Dieser riesige Brocken «Wahrheit» ist es, der unseren Blick auf die komplexen Ursachen des Krieges verstellt. Wir nehmen nicht wahr, dass Menschen für den Krieg dressiert werden. Sie lernen, Krieg zu befürworten. Aus eigener Erfahrung kann ich sagen, dass die Akzeptanz des Krieges oder zumindest die affirmative Haltung gegenüber dem Krieg in uns allen als soziale Lektionen tief verankert sind. In den achtziger Jahren habe ich für die linksrevolutionäre FMLN-Guerrilla im Bürgerkrieg in El Salvador gearbeitet und beobachten können, wie stark junge Männer und Frauen von Waffen und Krieg fasziniert sind. Es ging vordergründig immer um die Legende vom «Kampf für die gerechte Sache». Die meisten legten sich kaum Rechenschaft ab über ihre fundamentaleren Motive: die Mutproben als Stärkung des Selbstwertgefühls, die Flucht vor privaten Problemen oder einer Sinnleere des Alltags, die Erwartung von sozialem Ansehen und Geborgenheit in stabilen militärischen Strukturen, der Respekt vor Autoritäten und die romantische Hoffnung auf die Erfahrung der vielbeschworenen Kameradschaft im Kampf. Viele von ihnen merkten zu spät, dass auch zwischen dem eigenverantwortlichen, freien Denken und dem militärischen Prinzip von Befehl und Gehorsam ein Widerspruch besteht.

Der Philosoph und Sozialpsychologe Erich Fromm kommt in seinem Versuch, Ursachen der beiden Weltkriege zu ergründen, zu dem Schluss, dass der Krieg auf pervertierte Art als soziale Wohltat empfunden werden kann:

«Der Krieg bewirkt bis zu einem gewissen Grad eine Umwertung aller Werte. Er bewirkt, dass tiefeingewurzelte menschliche Impulse wie Altruismus und Solidaritätsgefühl zum Ausdruck kommen – Impulse, die durch den Egoismus und den Konkurrenzkampf des modernen Menschen in Friedenszeiten unterdrückt werden. Klassenunterschiede verschwinden ganz oder doch in beträchtlichem Mass. Im Krieg ist der Mensch wieder Mensch und er hat die Chance, sich auszuzeichnen (…) Dass der Krieg diese positiven Züge aufweist, ist ein trauriger Kommentar zu unserer Zivilisation.» (Erich Fromm. Anatomie der menschlichen Destruktivität. S.241) 

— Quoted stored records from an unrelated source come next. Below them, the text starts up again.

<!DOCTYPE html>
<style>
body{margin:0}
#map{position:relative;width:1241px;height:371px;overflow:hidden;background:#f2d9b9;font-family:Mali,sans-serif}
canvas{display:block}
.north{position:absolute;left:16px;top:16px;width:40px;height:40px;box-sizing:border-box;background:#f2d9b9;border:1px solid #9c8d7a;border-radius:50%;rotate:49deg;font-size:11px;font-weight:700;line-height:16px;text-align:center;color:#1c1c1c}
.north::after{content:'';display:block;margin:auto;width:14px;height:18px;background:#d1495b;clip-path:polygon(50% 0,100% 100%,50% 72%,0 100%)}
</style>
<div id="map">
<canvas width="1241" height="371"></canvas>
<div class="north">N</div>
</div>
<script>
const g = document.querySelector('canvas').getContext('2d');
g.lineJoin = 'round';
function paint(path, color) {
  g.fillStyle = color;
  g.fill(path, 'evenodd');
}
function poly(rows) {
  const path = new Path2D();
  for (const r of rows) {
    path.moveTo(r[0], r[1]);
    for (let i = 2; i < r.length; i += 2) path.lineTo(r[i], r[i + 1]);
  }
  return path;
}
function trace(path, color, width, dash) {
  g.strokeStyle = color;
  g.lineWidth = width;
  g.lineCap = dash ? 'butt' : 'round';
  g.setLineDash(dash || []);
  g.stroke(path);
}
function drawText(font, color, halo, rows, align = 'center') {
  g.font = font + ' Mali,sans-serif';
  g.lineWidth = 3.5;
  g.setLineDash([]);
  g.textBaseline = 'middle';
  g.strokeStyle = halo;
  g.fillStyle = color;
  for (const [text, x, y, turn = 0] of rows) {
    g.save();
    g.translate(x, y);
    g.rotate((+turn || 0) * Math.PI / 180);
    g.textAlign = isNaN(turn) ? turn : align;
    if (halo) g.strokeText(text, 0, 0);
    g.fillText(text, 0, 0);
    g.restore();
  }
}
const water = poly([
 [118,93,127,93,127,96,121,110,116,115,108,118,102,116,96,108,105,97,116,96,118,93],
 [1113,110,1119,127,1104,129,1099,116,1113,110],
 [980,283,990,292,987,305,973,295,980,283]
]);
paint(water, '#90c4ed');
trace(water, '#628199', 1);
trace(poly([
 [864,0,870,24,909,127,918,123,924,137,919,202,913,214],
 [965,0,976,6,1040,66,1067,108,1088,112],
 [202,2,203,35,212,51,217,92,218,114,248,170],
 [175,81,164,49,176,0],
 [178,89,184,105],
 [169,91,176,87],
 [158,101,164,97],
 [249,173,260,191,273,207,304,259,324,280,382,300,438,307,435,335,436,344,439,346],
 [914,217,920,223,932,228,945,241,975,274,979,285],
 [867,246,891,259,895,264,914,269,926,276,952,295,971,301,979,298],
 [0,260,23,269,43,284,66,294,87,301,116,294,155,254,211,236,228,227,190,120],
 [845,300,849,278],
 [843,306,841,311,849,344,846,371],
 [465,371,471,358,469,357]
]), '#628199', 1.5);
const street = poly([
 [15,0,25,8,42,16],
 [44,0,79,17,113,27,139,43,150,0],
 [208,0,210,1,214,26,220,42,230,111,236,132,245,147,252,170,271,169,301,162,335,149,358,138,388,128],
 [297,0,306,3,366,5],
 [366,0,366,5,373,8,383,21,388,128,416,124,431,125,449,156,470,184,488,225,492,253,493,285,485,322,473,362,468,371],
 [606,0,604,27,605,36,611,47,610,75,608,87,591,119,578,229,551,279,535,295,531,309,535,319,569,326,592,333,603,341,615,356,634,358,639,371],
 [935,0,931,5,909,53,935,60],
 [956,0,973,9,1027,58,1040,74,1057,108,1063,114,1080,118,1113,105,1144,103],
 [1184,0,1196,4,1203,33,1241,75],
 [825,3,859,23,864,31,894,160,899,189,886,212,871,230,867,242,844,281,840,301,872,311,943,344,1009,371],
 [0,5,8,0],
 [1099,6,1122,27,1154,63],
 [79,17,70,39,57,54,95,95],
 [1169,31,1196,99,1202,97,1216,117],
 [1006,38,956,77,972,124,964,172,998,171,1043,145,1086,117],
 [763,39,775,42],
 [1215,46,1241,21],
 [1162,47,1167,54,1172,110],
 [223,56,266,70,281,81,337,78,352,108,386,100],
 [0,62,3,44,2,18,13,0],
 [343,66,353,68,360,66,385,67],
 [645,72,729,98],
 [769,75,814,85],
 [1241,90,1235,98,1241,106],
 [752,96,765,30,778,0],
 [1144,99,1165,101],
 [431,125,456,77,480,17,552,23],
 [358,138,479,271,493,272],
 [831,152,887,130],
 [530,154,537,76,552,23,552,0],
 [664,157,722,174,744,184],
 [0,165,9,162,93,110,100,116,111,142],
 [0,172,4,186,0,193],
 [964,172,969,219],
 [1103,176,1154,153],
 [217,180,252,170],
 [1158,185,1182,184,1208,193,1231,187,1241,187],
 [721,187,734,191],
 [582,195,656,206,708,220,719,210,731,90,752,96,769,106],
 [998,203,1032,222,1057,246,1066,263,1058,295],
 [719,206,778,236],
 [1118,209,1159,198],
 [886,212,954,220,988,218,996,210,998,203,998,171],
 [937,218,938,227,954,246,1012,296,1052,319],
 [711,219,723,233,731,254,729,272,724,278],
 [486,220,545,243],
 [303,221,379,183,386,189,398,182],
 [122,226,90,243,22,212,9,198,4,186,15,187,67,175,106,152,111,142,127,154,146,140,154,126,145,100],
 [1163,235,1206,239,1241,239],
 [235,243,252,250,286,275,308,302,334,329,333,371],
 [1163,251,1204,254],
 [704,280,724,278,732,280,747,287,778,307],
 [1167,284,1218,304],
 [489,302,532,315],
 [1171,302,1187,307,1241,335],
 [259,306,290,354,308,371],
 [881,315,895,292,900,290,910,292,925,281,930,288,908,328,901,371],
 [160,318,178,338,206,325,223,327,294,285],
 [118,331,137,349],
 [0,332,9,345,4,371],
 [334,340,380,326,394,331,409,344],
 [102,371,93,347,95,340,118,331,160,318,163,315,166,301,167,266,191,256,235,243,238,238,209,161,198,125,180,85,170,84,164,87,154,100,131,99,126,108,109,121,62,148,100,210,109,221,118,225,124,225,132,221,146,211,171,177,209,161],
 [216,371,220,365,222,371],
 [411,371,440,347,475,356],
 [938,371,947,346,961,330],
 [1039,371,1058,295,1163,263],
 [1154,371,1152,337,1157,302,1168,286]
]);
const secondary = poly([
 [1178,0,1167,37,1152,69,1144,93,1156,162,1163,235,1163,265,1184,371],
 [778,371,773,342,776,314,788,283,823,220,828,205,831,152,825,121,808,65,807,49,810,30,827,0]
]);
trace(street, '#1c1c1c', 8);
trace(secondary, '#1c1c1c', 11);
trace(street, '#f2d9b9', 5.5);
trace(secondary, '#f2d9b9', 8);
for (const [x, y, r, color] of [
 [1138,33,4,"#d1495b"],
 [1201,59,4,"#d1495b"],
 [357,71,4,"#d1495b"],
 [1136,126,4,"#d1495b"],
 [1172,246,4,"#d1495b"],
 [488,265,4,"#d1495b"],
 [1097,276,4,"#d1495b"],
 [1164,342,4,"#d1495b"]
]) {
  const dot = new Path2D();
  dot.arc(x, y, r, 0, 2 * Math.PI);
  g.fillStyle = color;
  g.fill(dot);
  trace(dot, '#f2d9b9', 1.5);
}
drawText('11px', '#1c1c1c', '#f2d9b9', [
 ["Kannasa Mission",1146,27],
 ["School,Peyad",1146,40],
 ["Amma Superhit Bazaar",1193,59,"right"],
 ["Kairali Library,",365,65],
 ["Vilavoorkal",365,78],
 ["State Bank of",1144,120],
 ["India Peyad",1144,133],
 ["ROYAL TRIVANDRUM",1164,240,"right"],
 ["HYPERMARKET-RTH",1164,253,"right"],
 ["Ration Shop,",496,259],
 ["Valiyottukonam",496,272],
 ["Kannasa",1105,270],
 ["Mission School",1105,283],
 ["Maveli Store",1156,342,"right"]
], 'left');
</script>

Nach dem russischen Einmarsch in die Ukraine zelebrierten unsere Medien die «Bewaffnung des ukrainischen Volkes» für den Widerstand gegen die Russen. Da waren die Zeitungen voll von Coiffeusen, Automechanikern, Dozentinnen oder Studenten, die mit einer Kalaschnikow vor der Kamera posierten. Das Arrangement erinnerte fast ein bisschen an die Ethno-Photographie, die gegen Ende des 19. Jahrhunderts native Stammeskrieger in den USA darstellte. Manche trugen eine Flinte und einen Zylinderhut. Die Widerstandskämpfer der First Nations wurden am Ende im Showbusiness vermarktet. William Frederick Cody, genannt Buffalo Bill, gastierte mit seinem Indianer-Zirkus unter anderem in München und Bremen.

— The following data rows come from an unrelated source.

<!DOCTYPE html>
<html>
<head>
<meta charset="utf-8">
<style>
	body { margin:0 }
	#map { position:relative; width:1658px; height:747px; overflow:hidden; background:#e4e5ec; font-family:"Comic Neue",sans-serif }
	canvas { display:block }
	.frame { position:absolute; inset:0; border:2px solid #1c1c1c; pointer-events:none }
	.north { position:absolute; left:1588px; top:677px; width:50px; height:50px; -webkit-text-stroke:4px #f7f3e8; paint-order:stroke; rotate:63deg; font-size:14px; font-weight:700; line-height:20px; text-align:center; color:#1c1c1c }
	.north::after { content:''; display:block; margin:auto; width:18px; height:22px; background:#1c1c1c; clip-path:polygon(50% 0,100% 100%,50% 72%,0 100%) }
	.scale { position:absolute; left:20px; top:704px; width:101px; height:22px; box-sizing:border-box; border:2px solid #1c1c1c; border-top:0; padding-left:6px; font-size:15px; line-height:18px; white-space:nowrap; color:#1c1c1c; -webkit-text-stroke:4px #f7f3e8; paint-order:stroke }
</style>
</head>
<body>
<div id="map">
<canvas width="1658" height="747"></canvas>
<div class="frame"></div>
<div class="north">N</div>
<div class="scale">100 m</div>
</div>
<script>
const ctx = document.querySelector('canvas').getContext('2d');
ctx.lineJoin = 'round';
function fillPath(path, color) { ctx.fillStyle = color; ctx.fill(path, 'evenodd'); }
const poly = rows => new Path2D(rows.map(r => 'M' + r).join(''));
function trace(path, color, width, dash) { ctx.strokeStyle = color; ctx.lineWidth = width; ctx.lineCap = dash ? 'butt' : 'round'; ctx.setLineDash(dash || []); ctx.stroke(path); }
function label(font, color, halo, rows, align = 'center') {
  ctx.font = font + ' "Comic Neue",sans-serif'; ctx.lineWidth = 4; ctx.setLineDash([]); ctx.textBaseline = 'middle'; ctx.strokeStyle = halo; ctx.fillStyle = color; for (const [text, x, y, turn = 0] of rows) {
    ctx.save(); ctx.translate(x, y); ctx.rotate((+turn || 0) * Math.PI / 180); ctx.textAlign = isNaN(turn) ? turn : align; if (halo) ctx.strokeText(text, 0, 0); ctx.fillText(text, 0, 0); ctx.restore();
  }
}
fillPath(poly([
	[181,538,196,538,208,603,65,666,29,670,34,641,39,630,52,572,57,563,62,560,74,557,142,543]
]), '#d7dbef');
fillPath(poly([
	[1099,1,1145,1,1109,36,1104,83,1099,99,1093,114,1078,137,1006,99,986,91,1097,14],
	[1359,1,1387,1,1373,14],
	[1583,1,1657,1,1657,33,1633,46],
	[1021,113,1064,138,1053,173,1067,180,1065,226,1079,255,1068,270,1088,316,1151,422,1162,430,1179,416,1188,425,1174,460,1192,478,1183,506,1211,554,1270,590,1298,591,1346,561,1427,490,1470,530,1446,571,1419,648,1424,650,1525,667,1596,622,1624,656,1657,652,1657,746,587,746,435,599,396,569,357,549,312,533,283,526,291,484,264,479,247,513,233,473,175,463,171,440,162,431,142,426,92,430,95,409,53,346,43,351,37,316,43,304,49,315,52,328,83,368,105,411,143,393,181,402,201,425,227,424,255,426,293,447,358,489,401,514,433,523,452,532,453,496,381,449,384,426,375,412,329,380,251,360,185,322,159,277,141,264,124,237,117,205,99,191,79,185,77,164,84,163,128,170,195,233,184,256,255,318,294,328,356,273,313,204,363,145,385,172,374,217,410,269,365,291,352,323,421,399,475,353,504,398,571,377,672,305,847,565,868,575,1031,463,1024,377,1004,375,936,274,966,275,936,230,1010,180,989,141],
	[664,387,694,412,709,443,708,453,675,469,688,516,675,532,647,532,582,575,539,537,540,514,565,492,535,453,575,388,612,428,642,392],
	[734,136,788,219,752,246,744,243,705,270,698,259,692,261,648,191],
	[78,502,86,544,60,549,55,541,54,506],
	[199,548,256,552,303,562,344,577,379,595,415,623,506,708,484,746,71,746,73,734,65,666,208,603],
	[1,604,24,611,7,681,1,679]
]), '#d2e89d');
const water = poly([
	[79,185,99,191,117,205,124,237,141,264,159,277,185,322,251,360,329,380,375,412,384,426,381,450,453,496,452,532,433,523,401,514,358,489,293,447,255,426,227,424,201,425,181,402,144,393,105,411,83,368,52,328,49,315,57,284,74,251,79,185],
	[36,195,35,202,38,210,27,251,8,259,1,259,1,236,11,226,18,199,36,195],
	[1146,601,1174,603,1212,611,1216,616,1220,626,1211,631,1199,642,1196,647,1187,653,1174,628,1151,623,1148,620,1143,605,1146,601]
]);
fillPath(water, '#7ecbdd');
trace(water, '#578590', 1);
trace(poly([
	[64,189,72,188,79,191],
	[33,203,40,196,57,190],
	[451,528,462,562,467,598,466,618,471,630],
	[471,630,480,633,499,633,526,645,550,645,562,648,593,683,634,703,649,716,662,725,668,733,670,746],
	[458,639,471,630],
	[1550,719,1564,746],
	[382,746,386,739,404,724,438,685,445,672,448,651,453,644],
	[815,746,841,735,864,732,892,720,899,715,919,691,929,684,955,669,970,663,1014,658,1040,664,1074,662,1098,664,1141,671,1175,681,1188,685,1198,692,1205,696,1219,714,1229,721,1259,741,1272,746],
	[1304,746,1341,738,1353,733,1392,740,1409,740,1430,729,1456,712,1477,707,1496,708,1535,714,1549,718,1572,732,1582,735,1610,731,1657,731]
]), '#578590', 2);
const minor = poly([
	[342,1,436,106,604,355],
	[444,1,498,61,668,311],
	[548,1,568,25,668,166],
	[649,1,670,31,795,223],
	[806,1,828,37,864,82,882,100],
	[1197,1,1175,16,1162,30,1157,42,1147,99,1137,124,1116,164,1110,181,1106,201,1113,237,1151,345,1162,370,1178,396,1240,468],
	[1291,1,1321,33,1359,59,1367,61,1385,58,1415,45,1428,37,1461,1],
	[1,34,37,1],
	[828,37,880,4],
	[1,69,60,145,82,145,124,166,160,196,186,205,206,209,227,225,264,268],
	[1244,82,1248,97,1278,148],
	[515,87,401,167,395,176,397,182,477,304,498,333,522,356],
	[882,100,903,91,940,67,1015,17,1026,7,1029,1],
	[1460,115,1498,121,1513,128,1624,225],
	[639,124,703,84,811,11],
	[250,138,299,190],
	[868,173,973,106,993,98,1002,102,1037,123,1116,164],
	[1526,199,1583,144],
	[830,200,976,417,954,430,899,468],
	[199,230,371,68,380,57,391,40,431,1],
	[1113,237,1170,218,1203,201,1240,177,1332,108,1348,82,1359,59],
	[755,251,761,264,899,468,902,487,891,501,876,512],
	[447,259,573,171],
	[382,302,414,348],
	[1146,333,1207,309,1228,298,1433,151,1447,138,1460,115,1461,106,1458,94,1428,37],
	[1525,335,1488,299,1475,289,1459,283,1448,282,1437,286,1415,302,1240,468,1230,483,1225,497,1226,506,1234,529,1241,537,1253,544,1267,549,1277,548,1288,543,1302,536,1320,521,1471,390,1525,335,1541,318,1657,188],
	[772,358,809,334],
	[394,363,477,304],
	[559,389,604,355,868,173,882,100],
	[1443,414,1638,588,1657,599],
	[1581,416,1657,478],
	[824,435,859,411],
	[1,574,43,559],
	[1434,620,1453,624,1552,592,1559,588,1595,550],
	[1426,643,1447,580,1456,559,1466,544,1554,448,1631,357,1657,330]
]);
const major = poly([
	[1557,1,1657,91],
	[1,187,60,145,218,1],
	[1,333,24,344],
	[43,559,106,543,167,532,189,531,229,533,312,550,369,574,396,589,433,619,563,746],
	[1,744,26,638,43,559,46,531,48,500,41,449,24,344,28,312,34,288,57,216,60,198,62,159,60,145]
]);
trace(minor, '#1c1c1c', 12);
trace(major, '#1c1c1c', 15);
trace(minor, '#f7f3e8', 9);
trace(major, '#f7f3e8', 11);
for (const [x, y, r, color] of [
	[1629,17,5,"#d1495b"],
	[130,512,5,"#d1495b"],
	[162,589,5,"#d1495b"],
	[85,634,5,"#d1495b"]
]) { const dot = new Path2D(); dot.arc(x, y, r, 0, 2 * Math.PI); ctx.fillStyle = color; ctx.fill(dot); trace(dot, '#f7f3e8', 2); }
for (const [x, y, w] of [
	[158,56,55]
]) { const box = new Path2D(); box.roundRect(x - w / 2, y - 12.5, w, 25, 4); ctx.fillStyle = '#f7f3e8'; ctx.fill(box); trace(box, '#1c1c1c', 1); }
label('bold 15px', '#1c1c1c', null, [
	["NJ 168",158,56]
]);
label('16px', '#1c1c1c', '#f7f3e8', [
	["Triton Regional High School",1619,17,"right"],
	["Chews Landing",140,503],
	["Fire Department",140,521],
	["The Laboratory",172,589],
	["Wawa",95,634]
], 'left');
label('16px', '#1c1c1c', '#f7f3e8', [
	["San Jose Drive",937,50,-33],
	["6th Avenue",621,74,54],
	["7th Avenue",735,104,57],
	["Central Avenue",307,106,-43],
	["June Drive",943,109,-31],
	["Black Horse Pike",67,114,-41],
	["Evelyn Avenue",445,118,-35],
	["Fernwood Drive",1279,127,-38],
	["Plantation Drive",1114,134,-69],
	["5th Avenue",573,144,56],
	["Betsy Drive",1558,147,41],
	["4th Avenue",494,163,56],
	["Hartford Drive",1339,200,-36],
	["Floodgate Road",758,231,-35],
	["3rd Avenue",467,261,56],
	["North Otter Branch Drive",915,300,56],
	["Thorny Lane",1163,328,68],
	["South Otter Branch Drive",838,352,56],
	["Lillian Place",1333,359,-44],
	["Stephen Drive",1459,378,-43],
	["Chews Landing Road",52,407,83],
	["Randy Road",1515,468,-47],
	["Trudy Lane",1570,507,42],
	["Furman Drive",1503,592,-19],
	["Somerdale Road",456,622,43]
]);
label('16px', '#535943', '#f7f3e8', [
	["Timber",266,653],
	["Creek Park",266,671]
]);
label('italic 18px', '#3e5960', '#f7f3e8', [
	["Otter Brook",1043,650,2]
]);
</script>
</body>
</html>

«Bevölkerung bewaffnet sich: ‘Wir werden die Russen besiegen’» titelte die Pendlerzeitung ‹20minuten› am 26. Februar nach dem russischen Angriff. Und in Deutschland konnte ‹Die Zeit› nicht der Versuchung historischer Zitate widerstehen: «Zu den Waffen» titelte das Blatt am 7. März, und man hörte unwillkürlich die Marseillaise: «Aux armes citoyens, formez vos bataillons».

Die Vorstellung vom einfachen Volk, das sich in Waffen gegen die Tyrannei erhebt, ist Teil unserer Kulturgeschichte und unserer sozialrevolutionären Mythen. Vom Sturm auf die Bastille bis hin zum Sturm der Bolschewiki auf den Winterpalast ist der Aufstand der Massen ein ideologisches Versatzstück, das linke und rechte Revolutionäre bis heute kultivieren. Oft übersehen sie dabei, dass bei derlei historischen Revolutionen viele andere politische Faktoren mehr Gewicht hatten als die reine Effizienz der Waffen an einem Tag in der Geschichte.

Mit fortschreitender Entwicklung der Waffentechnik vom Kriegshandwerk zur industrialisierten Massenvernichtung im 20. Jahrhundert (Gas und Artillerie) verlor das Konzept der «spontanen Volksbewaffnung» zwar – wie man jetzt wieder sieht – nichts von seiner Symbolmacht, wurde aber bei dem Versuch der praktischen Umsetzung zu einem Experiment mit unsicherem Ausgang.  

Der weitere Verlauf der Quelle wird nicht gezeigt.